NEWS OF 150 YEARS AGO
November-December 1862
From The Missouri Democrat, Wednesday, December 10, 1862.
Why Northern Men are Called Mudsills.
The following, taken from an old number of the Mobile Herald and Tribune for 1846, shows what the North has done for the South. These Southern nabobs so heartily despised labor that they could not help looking with contempt upon the people who did so much to make their lives endurable. This is what the mudsills did for the slave aristocrats, on the testimony of one of them:
“They (the North) build our (the South) houses; they adorn them with furniture, and supply them with every comfort and convenience which we have ever desired. They educate our children, and cover our nakedness, from head to foot, with hats, coats, shoes and shirts.
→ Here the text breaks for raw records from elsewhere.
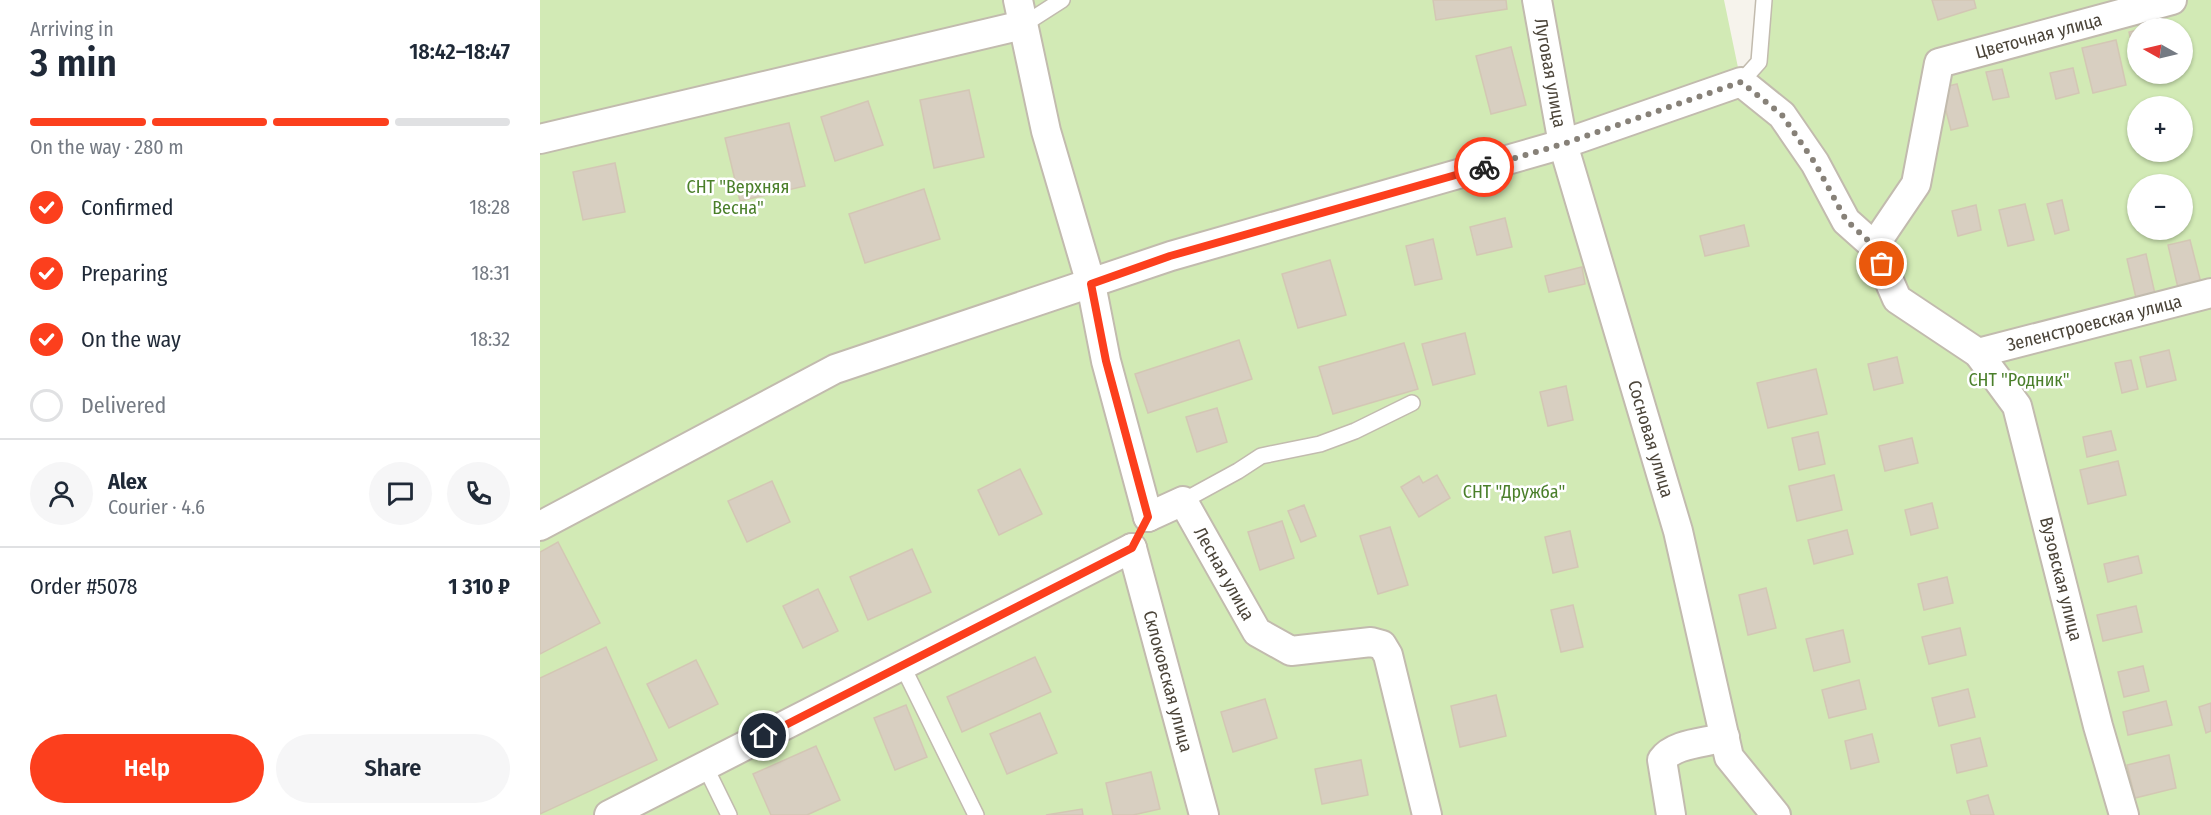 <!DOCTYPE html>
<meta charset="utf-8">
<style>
body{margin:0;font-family:"Fira Sans Condensed",sans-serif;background:#f6f6f7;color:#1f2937;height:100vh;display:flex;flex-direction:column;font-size:22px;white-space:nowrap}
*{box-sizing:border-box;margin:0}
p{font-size:20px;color:#747a83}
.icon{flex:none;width:33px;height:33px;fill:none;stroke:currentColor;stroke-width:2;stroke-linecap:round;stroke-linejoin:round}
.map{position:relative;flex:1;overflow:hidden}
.sheet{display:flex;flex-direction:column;background:#fff;width:540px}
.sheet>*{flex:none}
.needle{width:39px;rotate:278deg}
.buttons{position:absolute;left:1587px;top:18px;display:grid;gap:12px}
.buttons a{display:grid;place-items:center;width:66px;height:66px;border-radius:50%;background:#fff;box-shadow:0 2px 4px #0004;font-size:30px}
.pin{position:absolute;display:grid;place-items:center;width:51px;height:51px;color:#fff;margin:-26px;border:3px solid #fff;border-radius:50%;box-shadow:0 2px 6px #0007}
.courier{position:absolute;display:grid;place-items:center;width:60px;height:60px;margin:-30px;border:4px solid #fc3f1d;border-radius:50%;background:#fff;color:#222;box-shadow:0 2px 8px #0007}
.head em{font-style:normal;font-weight:600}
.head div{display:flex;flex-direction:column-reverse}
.head{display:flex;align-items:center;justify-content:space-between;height:102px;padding:0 30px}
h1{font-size:39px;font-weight:600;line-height:45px}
.bar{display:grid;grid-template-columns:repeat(4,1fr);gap:9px 6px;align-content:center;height:72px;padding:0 30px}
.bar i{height:8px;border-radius:4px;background:#e0e1e3}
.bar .on{background:#fc3f1d}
.bar p{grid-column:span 4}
.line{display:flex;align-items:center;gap:15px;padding:0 30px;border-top:2px solid #e0e1e3}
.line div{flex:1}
.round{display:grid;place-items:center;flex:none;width:63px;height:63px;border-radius:32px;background:#f6f6f7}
ol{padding:0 30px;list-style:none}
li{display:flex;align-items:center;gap:18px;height:66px}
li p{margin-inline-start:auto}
li .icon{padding:6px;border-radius:50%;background:#fc3f1d;color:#fff;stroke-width:4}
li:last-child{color:#747a83}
li i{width:33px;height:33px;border:3px solid #e0e1e3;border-radius:50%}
.button{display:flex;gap:12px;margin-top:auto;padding:12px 30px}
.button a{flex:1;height:69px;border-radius:36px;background:#fc3f1d;color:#fff;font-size:24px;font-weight:600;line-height:69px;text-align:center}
.button a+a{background:#f6f6f7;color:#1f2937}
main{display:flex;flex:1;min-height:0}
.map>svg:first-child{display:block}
.green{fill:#d2eab5;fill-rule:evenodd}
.building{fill:#d8cfc1;stroke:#d3c7b4;stroke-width:1.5}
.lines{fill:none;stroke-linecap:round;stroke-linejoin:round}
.service-casing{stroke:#c2bbae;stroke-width:18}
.minor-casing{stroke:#c2bbae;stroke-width:32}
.service{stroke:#fff;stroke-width:15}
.minor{stroke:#fff;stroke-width:28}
.done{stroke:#878178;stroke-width:6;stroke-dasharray:0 10.8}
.route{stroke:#fc3f1d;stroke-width:8}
.labels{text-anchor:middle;stroke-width:5;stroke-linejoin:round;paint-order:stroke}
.street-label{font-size:18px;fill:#4b4439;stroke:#fff}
.park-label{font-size:18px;fill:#4a7f2a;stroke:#fff}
</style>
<main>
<section class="sheet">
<div class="head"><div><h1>3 min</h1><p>Arriving in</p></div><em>18:42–18:47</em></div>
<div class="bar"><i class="on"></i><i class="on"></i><i class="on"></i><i></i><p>On the way · 280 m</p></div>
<ol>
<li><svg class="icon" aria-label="check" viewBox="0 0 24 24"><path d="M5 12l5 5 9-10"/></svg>Confirmed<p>18:28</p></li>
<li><svg class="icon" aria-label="check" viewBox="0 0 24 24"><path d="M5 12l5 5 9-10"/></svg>Preparing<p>18:31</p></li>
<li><svg class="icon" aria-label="check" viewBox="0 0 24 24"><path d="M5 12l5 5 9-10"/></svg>On the way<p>18:32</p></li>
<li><i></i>Delivered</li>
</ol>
<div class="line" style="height:108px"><a class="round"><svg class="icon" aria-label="person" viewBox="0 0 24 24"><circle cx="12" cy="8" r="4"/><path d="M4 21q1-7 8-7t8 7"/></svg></a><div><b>Alex</b><p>Courier · 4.6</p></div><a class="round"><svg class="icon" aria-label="chat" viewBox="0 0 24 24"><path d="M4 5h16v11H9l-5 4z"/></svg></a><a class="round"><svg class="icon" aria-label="phone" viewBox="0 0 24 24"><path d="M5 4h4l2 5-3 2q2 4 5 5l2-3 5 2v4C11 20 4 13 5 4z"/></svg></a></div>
<div class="line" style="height:78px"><div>Order #5078</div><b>1 310 ₽</b></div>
<div class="button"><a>Help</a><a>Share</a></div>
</section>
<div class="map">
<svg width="1671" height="815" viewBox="0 0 1671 815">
<rect width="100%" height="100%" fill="#f6f3ec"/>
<path class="green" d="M0 0H1184L1201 82 1219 62 1224 0H1671V815H0ZM1598 28H1642V74H1598ZM1598 106H1642V152H1598ZM1598 184H1642V230H1598Z"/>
<g class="building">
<polygon points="893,0 966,0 967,9 896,20"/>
<polygon points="1392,0 1434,0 1436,8 1398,20"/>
<polygon points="1598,30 1598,66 1597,66 1589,32"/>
<polygon points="1576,40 1586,85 1553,93 1542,48"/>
<polygon points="971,47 986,105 951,114 936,56"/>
<polygon points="1533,68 1539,93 1516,99 1510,73"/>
<polygon points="1462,69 1469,97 1453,100 1446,72"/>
<polygon points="1417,84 1428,126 1411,130 1400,88"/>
<polygon points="429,90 444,157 394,168 380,100"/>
<polygon points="328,101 343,145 295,161 281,117"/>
<polygon points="249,123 265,186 200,201 185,138"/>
<polygon points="75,163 85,212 43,220 33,172"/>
<polygon points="384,189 400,239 325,263 309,214"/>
<polygon points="1522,200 1529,230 1515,234 1507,204"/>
<polygon points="1485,204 1494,240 1468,246 1459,210"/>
<polygon points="1436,205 1441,230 1418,236 1412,211"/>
<polygon points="965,218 972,247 937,255 930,227"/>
<polygon points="1204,225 1209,246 1165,256 1160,236"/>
<polygon points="893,239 902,279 875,285 866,246"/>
<polygon points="1650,240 1661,283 1638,288 1628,245"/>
<polygon points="1606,254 1615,294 1596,298 1587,259"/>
<polygon points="790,260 806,315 758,328 742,274"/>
<polygon points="1042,267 1045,284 1009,292 1005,276"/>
<polygon points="925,333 935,374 893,385 882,344"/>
<polygon points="699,340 712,379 608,413 595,374"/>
<polygon points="864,343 878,389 793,414 779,367"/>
<polygon points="1629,350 1636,380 1607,387 1600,357"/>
<polygon points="1357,357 1363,383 1334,390 1328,364"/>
<polygon points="1591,360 1598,389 1582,393 1575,363"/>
<polygon points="1276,369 1287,414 1228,428 1217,383"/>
<polygon points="1026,386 1033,420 1008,426 1000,392"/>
<polygon points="677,408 687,442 657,452 646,417"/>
<polygon points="1571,431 1576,450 1547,457 1543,437"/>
<polygon points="1278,432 1285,464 1259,470 1252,438"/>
<polygon points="1372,438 1378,463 1345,471 1339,446"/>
<polygon points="1578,461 1586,495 1548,504 1540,470"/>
<polygon points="480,469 502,514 459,535 438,490"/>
<polygon points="897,475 910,498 879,517 861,487 879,476 883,483"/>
<polygon points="1294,475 1302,510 1257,521 1249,486"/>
<polygon points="232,481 250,522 207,542 188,501"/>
<polygon points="1392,503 1398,528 1371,535 1365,510"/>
<polygon points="764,505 776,536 761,542 748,511"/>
<polygon points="742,521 754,558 720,570 708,532"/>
<polygon points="850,527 868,585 838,594 820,536"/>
<polygon points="1307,530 1313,554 1274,564 1268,540"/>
<polygon points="1030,531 1038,567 1013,573 1005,537"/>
<polygon points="18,542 60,623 0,654 0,552"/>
<polygon points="372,549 391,592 328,620 310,577"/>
<polygon points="1598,556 1602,573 1568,582 1564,564"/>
<polygon points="1407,577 1413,603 1384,610 1378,584"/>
<polygon points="1226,588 1236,628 1208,635 1199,595"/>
<polygon points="278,589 298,631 263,648 243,606"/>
<polygon points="1033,605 1043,647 1021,652 1011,610"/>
<polygon points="1596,606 1602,632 1563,641 1557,615"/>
<polygon points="1420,628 1426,655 1389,664 1382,637"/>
<polygon points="1303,630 1310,662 1274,671 1266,639"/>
<polygon points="66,647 117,760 0,814 0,678"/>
<polygon points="495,657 511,692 422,732 407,697"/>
<polygon points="156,660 178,704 129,728 107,684"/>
<polygon points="1603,666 1609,691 1584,697 1578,672"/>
<polygon points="1319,680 1326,709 1289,718 1282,690"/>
<polygon points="1428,689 1435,717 1399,726 1392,698"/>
<polygon points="956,695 966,736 920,747 911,706"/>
<polygon points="725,699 737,738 693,752 681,712"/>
<polygon points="1626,701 1632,725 1588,735 1583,712"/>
<polygon points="1671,703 1671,731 1666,733 1659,707"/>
<polygon points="366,705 387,757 355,770 334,718"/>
<polygon points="500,713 517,753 467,774 450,734"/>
<polygon points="1332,734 1339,762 1311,769 1305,741"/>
<polygon points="1440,738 1447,766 1417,773 1411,745"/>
<polygon points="276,746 300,800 267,815 231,815 213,774"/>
<polygon points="1629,755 1636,788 1595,798 1587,765"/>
<polygon points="821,760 828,795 782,804 775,769"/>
<polygon points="611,772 620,809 593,815 573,815 566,783"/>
<polygon points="1448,795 1454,815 1431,815 1427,801"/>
<polygon points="542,809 543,815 506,815"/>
</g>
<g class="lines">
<defs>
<g id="service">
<polyline points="483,25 522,0"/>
<polyline points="1201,82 1219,62 1224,0"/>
<polyline points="643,501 698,471 721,456 780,444 815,431 872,403"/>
<polyline points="362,665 436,815"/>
<polyline points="165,766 189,815"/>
</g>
<g id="minor">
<polyline points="478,0 506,131 551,284 566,361 608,517"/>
<path id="s1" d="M997 0 1023 144 1138 531 1189 757 1236 815"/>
<polyline points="0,139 483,25"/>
<path id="s2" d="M1438 353 1671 293"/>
<path id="s3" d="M608 517 643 501 717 632 751 651 831 642 842 645 848 655 887 815"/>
<polyline points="0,526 295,369 631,256 1023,144 1201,82 1242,115 1275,163 1306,221 1334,246"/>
<path id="s4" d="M592 548 664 815"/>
<polyline points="69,815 592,548"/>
<path d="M1131 815 1122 760C1134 743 1166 743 1185 737"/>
<path id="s5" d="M1584 815 1558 726 1477 406 1438 353 1357 299 1334 246 1376 184 1399 63 1632 0"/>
</g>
</defs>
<use href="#service" class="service-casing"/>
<use href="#minor" class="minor-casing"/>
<use href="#service" class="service"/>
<use href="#minor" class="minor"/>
</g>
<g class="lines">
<polyline class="done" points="944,167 1023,144 1201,82 1242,115 1275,163 1306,220 1334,246 1342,264"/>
<polyline class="route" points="224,736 592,548 608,517 566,361 551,284 630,256 944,167"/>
</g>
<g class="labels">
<g class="street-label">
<text dy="6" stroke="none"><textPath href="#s5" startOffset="945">Цветочная улица</textPath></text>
<text dy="6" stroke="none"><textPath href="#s1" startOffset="74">Луговая улица</textPath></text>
<text dy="6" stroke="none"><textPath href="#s2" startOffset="120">Зеленстроевская улица</textPath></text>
<text dy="6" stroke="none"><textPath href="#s1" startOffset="454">Сосновая улица</textPath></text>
<text dy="6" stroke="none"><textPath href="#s3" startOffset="122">Лесная улица</textPath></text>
<text transform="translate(1521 579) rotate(76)" y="6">Вузовская улица</text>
<text dy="6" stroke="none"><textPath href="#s4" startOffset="138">Склоковская улица</textPath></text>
</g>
<g class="park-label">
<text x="198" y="193">СНТ "Верхняя<tspan x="198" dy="21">Весна"</tspan></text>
<text x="1479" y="386">СНТ "Родник"</text>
<text x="974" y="498">СНТ "Дружба"</text>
</g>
</g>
</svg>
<div class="buttons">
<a><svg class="needle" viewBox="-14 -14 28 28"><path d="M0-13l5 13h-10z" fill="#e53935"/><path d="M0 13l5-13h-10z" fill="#747a83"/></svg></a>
<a>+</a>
<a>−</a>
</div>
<div class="pin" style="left:1342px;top:264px;background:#ea580c"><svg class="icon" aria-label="bag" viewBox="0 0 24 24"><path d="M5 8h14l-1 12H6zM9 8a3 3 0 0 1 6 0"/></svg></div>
<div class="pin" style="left:224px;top:736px;background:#1f2937"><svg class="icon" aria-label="home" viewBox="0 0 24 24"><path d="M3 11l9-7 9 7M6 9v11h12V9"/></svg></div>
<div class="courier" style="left:944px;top:167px"><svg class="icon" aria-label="bike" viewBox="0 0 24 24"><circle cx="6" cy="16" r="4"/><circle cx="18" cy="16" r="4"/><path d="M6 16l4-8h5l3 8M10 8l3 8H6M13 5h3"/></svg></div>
</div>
</main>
We eat their flour, cheese, butter, apples, codfish, potatoes, pickles, pork and onions; feed our cattle with their hay, drive their horses in their harnesses to their carriages with their whips; we walk with their sticks, ride on their saddles, write on their paper, wash with their soap, scrub with their brushes, sweep with their brooms, milk in their pails, cook in their pots, strike with their hammers, blow with their bellows, cut with their axes, sow with their seeds, reap with their hooks, pull with their leather, whitewash with their lime, paint with their paint, march by their tunes, read by their lights, drink their Congress water and rum, smoke their cigars—and, last and best of all these blessings, we marry their pretty girls, who make the best of wives.”
No doubt we shall continue to do all this and more for our Southern brethren in future; but at present we are teaching them the sacredness of law, the value of peace, the importance of free speech and a free press, and the disastrous effects of disunion and treason upon those who are deluded into conspiring against free government in the Union. If we are not much mistaken, they will be as grateful to us for these lessons, by-and-by, as the Mobile editor was for the other Northern blessings which he recounted in 1846.